Data for analysis:
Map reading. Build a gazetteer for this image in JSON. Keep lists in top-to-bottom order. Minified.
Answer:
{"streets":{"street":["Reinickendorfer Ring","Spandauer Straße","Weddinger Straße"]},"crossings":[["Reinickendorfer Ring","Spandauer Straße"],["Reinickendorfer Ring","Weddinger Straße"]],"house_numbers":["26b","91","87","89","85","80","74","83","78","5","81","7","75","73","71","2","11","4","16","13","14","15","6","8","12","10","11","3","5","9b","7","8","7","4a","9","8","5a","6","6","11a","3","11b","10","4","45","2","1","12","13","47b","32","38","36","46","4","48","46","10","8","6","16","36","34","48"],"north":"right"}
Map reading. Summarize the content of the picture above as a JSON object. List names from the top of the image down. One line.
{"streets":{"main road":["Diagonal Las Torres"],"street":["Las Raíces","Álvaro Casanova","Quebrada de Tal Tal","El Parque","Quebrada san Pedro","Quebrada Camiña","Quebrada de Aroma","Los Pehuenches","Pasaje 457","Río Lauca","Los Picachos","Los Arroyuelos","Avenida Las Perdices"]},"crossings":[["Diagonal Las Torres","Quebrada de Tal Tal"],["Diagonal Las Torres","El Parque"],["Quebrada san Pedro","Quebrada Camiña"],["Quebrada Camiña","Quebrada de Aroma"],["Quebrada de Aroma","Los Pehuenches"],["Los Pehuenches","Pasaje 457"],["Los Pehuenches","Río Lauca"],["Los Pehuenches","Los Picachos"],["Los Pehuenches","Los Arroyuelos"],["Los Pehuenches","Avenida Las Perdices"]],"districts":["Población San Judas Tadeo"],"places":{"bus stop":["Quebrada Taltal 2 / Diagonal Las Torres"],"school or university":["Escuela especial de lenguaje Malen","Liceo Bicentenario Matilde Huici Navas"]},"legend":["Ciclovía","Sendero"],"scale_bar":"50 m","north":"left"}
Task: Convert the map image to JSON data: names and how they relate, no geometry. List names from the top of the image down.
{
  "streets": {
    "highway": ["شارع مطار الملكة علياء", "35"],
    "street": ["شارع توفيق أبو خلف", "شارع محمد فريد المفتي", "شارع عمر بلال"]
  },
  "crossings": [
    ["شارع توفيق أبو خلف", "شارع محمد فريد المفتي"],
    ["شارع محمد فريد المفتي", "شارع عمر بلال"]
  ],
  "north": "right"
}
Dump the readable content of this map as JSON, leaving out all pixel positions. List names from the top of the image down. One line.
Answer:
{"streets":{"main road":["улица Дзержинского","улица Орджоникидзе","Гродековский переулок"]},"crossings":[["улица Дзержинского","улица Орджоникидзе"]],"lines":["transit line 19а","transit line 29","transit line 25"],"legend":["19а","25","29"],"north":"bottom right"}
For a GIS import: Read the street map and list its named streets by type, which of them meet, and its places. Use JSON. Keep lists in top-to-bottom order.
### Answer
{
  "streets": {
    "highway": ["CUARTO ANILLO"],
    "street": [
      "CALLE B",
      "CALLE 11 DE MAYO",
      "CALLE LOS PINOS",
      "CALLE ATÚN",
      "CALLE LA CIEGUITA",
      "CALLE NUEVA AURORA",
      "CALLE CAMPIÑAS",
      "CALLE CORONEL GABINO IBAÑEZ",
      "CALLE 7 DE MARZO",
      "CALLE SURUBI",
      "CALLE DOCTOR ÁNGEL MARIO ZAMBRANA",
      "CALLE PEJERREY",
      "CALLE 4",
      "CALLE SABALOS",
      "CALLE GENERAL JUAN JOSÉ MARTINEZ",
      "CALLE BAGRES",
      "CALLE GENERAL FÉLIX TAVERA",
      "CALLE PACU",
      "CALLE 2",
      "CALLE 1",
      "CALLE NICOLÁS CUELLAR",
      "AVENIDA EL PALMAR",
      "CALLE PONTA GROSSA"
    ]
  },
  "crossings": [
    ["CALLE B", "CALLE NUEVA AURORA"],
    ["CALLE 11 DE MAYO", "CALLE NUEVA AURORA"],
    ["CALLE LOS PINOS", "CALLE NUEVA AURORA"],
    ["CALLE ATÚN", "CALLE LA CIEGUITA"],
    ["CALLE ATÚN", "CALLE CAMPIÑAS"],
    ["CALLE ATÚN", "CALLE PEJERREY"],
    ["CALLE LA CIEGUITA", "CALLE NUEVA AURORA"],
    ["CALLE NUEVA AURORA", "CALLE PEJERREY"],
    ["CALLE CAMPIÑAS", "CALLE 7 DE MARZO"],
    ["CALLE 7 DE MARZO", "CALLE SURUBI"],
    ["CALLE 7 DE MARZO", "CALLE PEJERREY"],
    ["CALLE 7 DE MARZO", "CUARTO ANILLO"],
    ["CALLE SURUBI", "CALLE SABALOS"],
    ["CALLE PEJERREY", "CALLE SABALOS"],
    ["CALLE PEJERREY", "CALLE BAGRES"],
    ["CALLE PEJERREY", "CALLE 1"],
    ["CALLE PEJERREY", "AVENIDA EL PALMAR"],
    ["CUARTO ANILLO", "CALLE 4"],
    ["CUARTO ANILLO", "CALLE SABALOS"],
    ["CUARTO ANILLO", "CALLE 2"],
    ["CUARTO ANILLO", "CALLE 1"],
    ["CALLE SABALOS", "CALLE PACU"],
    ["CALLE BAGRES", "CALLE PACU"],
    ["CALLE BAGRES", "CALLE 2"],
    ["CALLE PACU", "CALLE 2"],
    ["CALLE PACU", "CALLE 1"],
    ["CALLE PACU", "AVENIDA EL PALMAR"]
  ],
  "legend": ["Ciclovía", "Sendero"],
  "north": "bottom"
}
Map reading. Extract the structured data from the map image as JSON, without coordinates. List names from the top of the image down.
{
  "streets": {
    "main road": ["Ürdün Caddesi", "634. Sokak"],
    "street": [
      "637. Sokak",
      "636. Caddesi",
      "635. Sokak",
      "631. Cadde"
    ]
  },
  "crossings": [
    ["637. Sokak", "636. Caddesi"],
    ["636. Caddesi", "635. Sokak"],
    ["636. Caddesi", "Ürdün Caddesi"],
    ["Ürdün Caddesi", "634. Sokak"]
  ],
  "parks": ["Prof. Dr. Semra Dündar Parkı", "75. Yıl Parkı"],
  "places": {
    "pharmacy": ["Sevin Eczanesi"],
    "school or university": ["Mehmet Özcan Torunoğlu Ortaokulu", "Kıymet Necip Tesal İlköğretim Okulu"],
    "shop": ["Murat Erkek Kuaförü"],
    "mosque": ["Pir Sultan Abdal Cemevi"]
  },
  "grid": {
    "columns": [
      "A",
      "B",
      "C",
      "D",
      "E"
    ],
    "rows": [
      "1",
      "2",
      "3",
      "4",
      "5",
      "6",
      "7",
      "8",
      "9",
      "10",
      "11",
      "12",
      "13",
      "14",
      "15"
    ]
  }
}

Work order:
Check each line of the data above for the string "university", and copy the ones that have it.

Output for this exercise:
{"streets":{"main road":["Diagonal Las Torres"],"street":["Las Raíces","Álvaro Casanova","Quebrada de Tal Tal","El Parque","Quebrada san Pedro","Quebrada Camiña","Quebrada de Aroma","Los Pehuenches","Pasaje 457","Río Lauca","Los Picachos","Los Arroyuelos","Avenida Las Perdices"]},"crossings":[["Diagonal Las Torres","Quebrada de Tal Tal"],["Diagonal Las Torres","El Parque"],["Quebrada san Pedro","Quebrada Camiña"],["Quebrada Camiña","Quebrada de Aroma"],["Quebrada de Aroma","Los Pehuenches"],["Los Pehuenches","Pasaje 457"],["Los Pehuenches","Río Lauca"],["Los Pehuenches","Los Picachos"],["Los Pehuenches","Los Arroyuelos"],["Los Pehuenches","Avenida Las Perdices"]],"districts":["Población San Judas Tadeo"],"places":{"bus stop":["Quebrada Taltal 2 / Diagonal Las Torres"],"school or university":["Escuela especial de lenguaje Malen","Liceo Bicentenario Matilde Huici Navas"]},"legend":["Ciclovía","Sendero"],"scale_bar":"50 m","north":"left"}
    "school or university": ["Mehmet Özcan Torunoğlu Ortaokulu", "Kıymet Necip Tesal İlköğretim Okulu"],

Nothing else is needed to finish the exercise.